At first glance, one reasonable approach is to rehash objects that map to a full bin rather than use the nearest clockwise bin. We reassign an object to bin h(i) rather than i + 1 if bin i is full. However, linear probing with random probes fails because it effectively rearranges the unit circle. Bin i always overflows into h(i), preserving the cascaded overflow effect.

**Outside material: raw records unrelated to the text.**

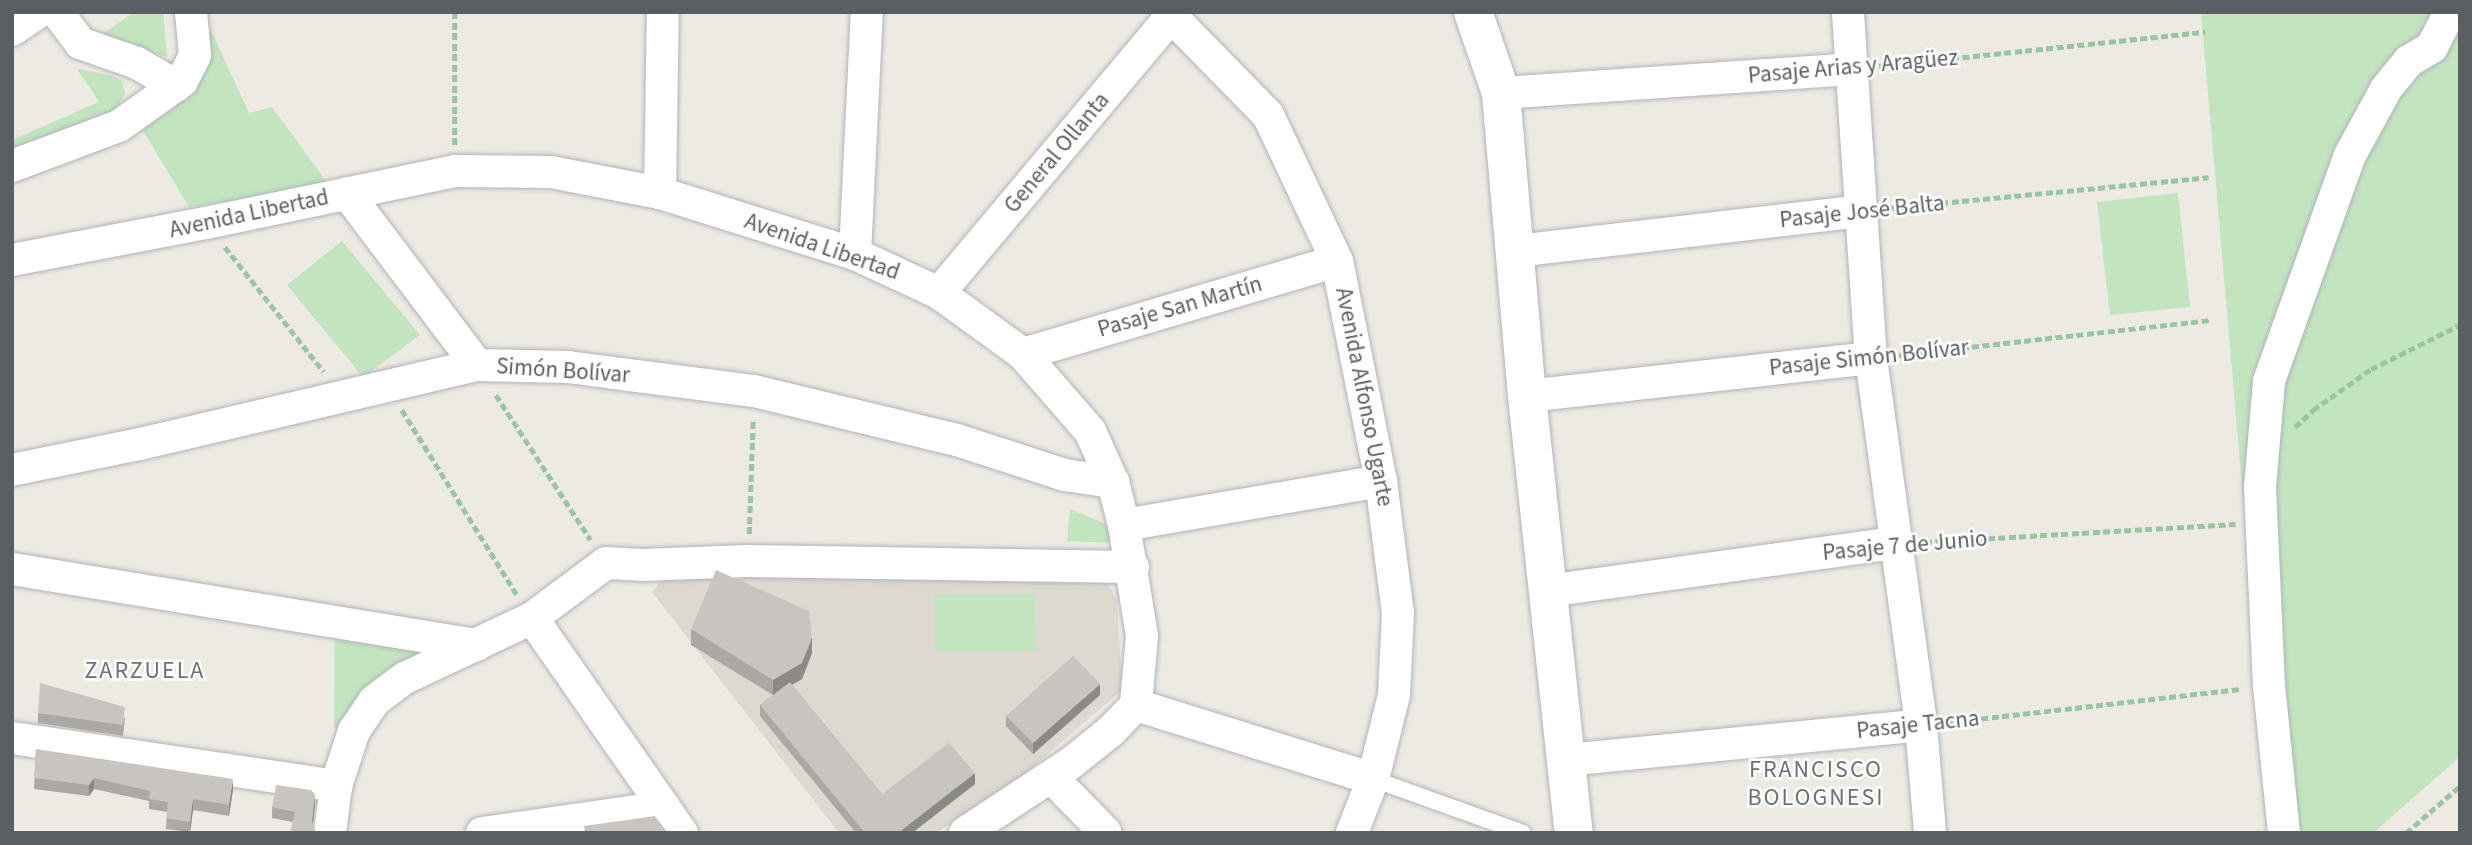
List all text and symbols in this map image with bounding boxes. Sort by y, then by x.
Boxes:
street label: Pasaje Arias y Aragüez [1747,44,1959,90]
street label: General Ollanta [998,87,1116,219]
street label: Avenida Libertad [167,184,331,244]
street label: Pasaje José Balta [1778,190,1946,234]
street label: Avenida Libertad [741,208,903,286]
street label: Pasaje San Martín [1095,270,1265,344]
street label: Avenida Alfonso Ugarte [1329,285,1399,509]
street label: Pasaje Simón Bolívar [1768,334,1970,382]
street label: Simón Bolívar [495,353,631,389]
street label: Pasaje 7 de Junio [1821,525,1989,567]
district label: ZARZUELA [86,657,204,685]
street label: Pasaje Tacna [1855,705,1981,745]
district label: FRANCISCO BOLOGNESI [1749,756,1883,812]

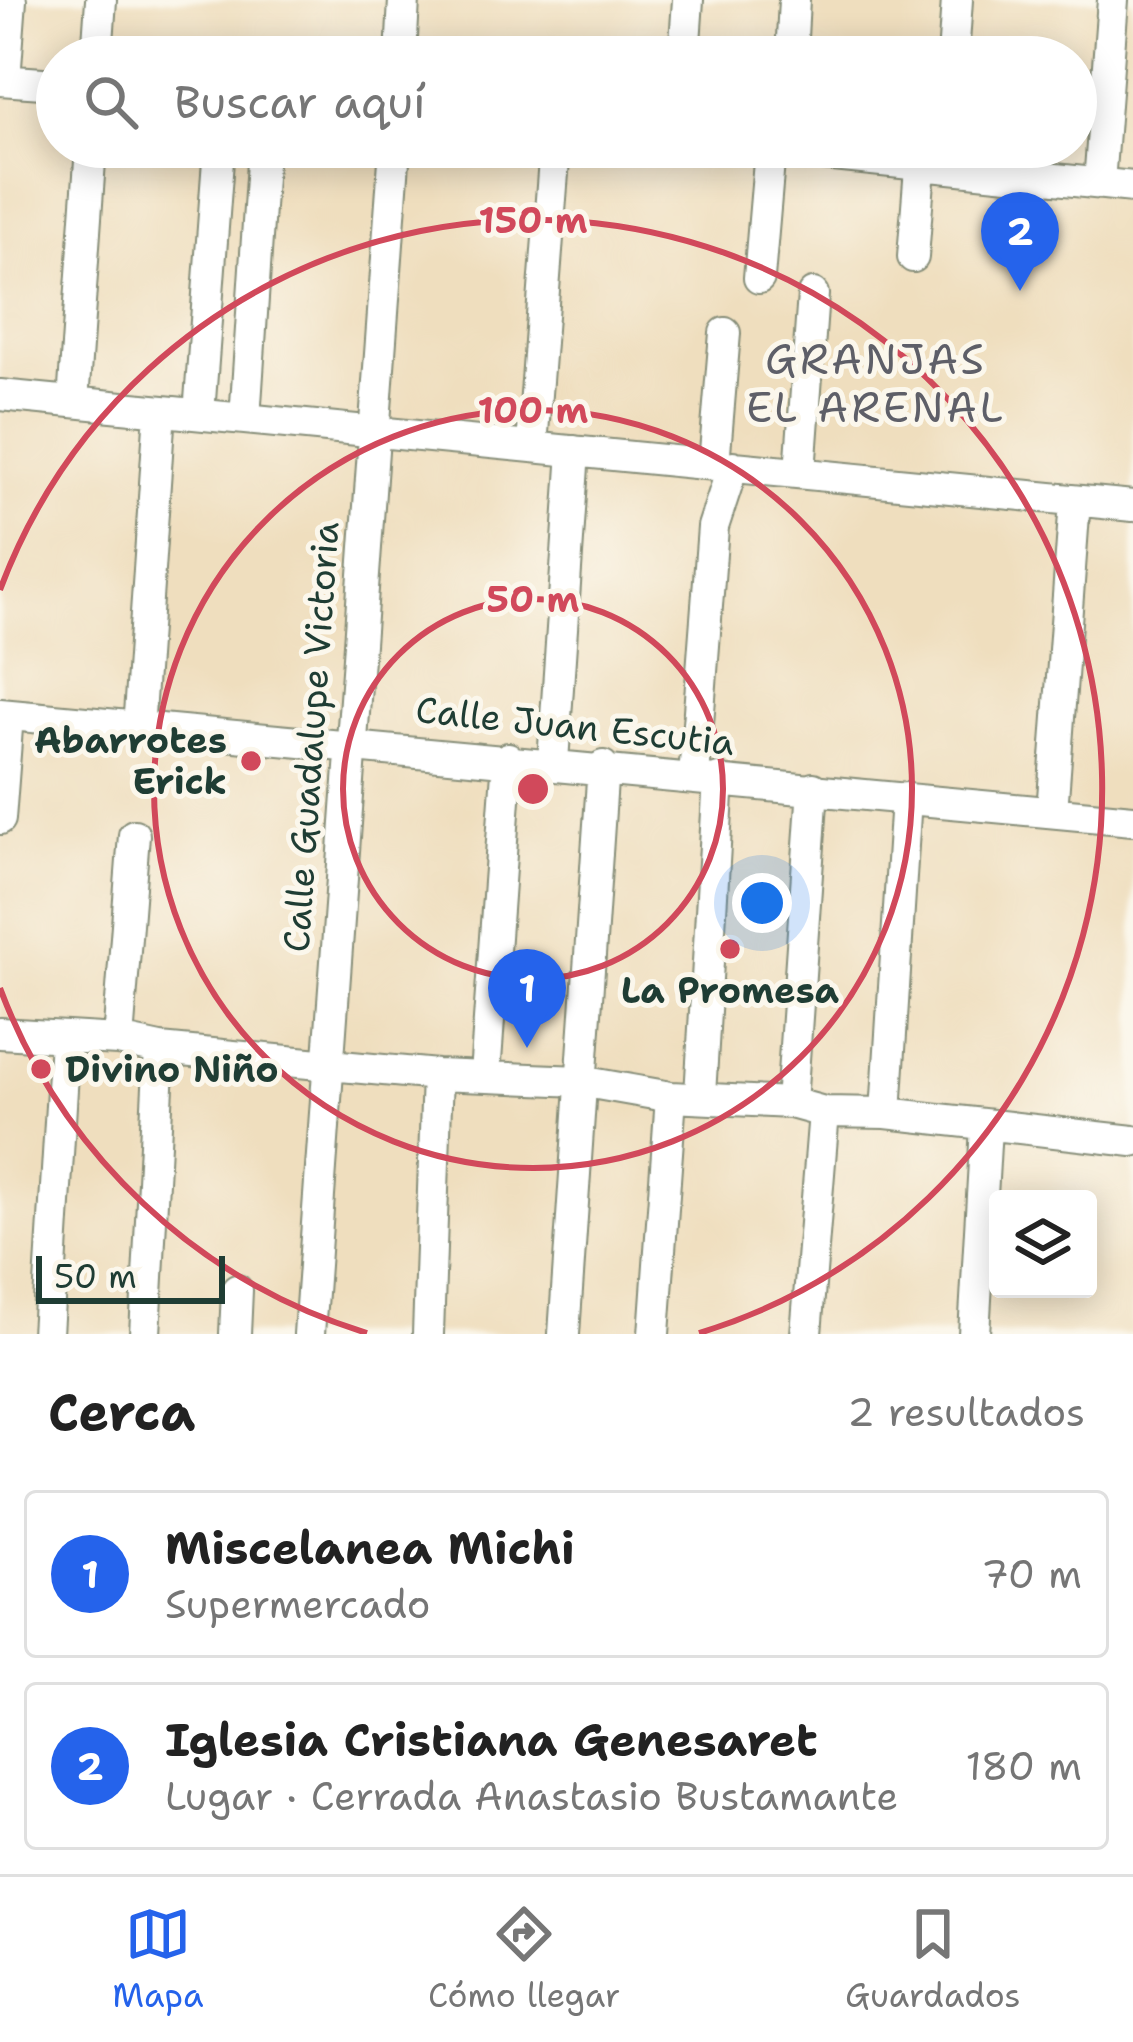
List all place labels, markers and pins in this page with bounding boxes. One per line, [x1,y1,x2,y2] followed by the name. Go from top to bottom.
[981,192,1059,291] pin: 2
[34,716,227,806] place label: Abarrotes Erick
[238,748,264,774] marker: Abarrotes Erick
[512,768,554,810] centre of rings
[717,936,743,962] marker: La Promesa
[488,949,566,1048] pin: 1
[621,966,839,1015] place label: La Promesa
[65,1045,279,1094] place label: Divino Niño
[28,1056,54,1082] marker: Divino Niño

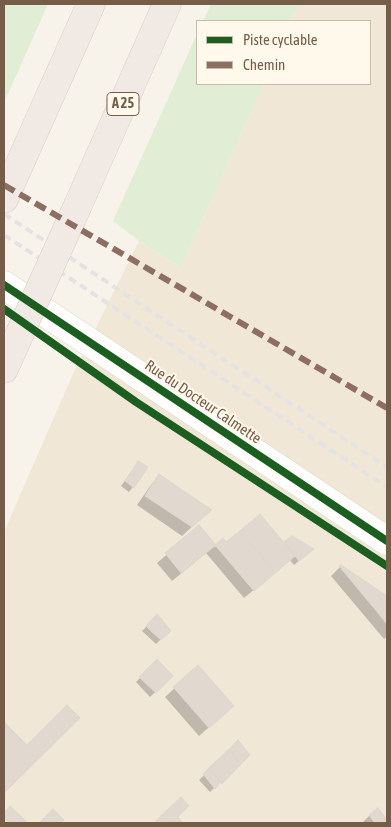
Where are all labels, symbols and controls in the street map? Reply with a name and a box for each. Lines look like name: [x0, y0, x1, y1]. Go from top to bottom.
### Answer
legend: [196, 20, 371, 85]
text: Piste cyclable: [243, 31, 318, 48]
text: Chemin: [243, 56, 285, 73]
road number: A 25: [107, 92, 139, 116]
street label: Rue du Docteur Calmette: [141, 356, 265, 448]

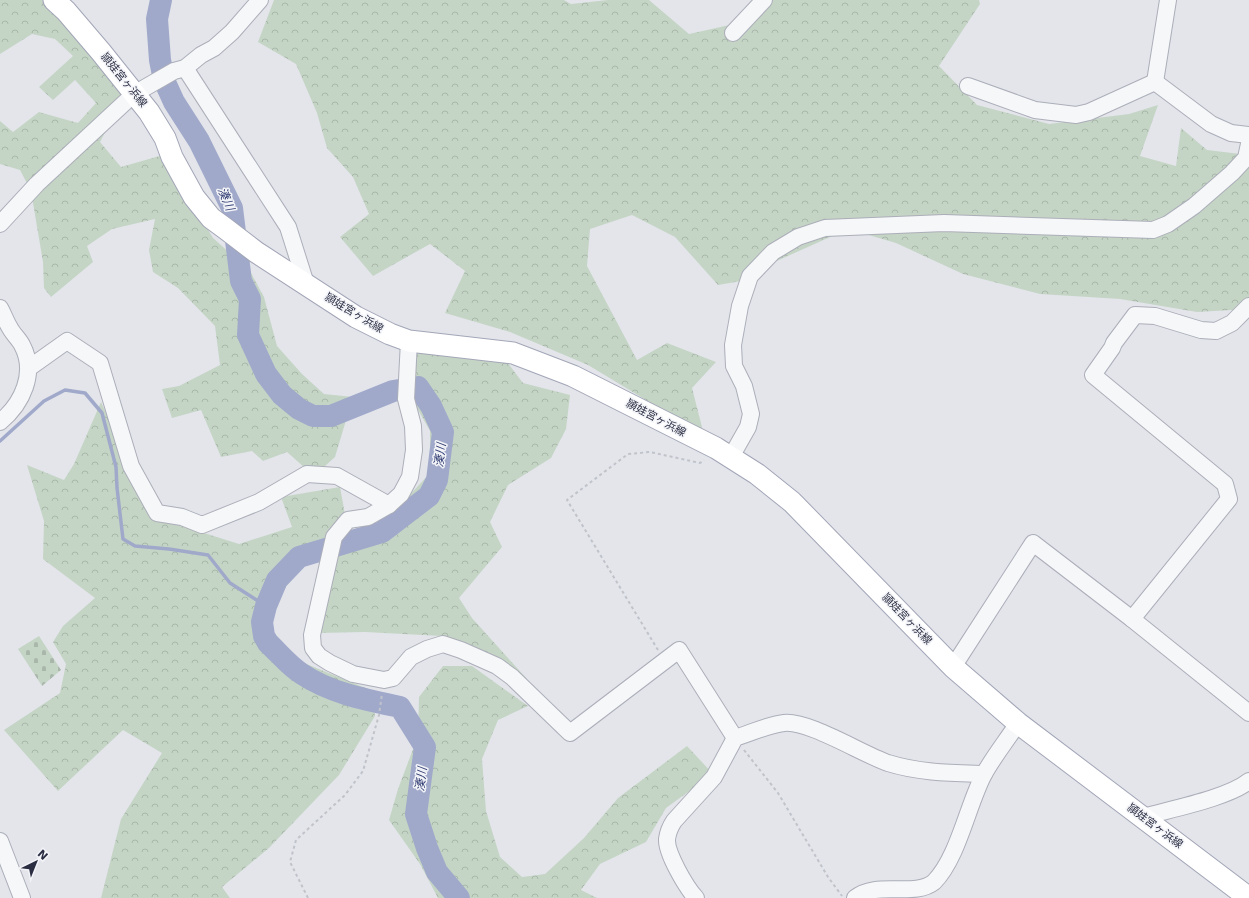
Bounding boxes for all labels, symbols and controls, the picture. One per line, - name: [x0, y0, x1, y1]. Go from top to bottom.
- street label: 頴娃宮ヶ浜線: [98, 50, 150, 110]
- water label: 湊川: [215, 185, 238, 215]
- street label: 頴娃宮ヶ浜線: [322, 290, 386, 336]
- street label: 頴娃宮ヶ浜線: [624, 397, 688, 439]
- water label: 湊川: [432, 440, 449, 468]
- street label: 頴娃宮ヶ浜線: [879, 591, 935, 647]
- water label: 湊川: [413, 764, 430, 792]
- street label: 頴娃宮ヶ浜線: [1125, 801, 1185, 851]
- north arrow: [16, 842, 56, 882]
- text: N: [35, 847, 50, 863]

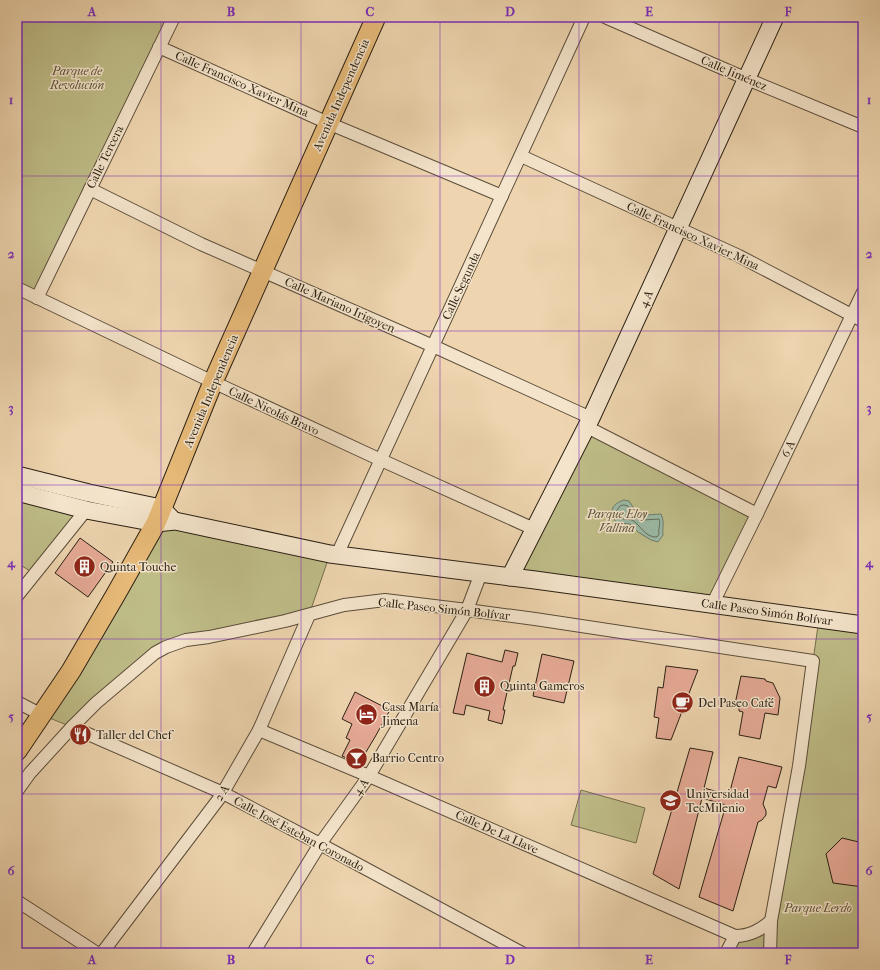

Random Jump Consistent Hashing

Our proposal is motivated by Optimal Densification (Shrivastava 2017), a technique introduced to quickly compute minwise hashes in information retrieval. We break the cascade effect by introducing Random Jumps for Consistent Hashing (RJ-CH). In practice, the segments of the unit circle are mapped to an array. RJ-CH continuously rehashes objects until they reach an index associated with an available bin. Unlike simple rehashing, the RJ-CH hash function takes two arguments: the object and the failed attempts to find an available bin. The second argument breaks the cascading effect because it ensures that two objects have a low probability of overflowing to the same location. This probability is 1/m, where m is the length of the array. Figure 4a shows RJ-CH in a situation without full bins, which evolves into Figure 4b when a bin becomes full. RJCH prevents cascaded overflow because objects are assigned to any of the available bins with uniform probability by the universal hashing property. RJ-CH cannot be implemented with a dynamically changing array size, but this limitation is common to RJ-CH, CH-BL and CH. We also note that load balancing methods are usually accompanied by hueristics like time-based expiry and eviction of stale objects (Anderson, Luo, and Smith 2019; Buck et al. 2017; Bengtsson et al. 2020) to evict duplicates and unused objects. Objects are commonly deleted when they are unused for some time. Many implementations, such as (Anderson, Luo, and Smith 2019), impose stringent eviction criteria. It is also common practice to wipe the cache of a failed server and repopulate the cache as needed when the server is back online. RJ-CH

is compatible with all such techniques, since deleting an element simply frees space in the bin. We emphasize here that while RJ-CH requires accessing a random bin, while CH-BL accesses a subsequent bin, the access time is very much implementation dependent and seems to rarely affect final results, since most of the array can fill an L3 cache so contiguous memory access is not an issue. Furthermore, RJ-CH differs from the non-linear probing discussed in (Mirrokni, Thorup, and Zadimoghaddam 2018), since non-linear probes can still land in a cycle.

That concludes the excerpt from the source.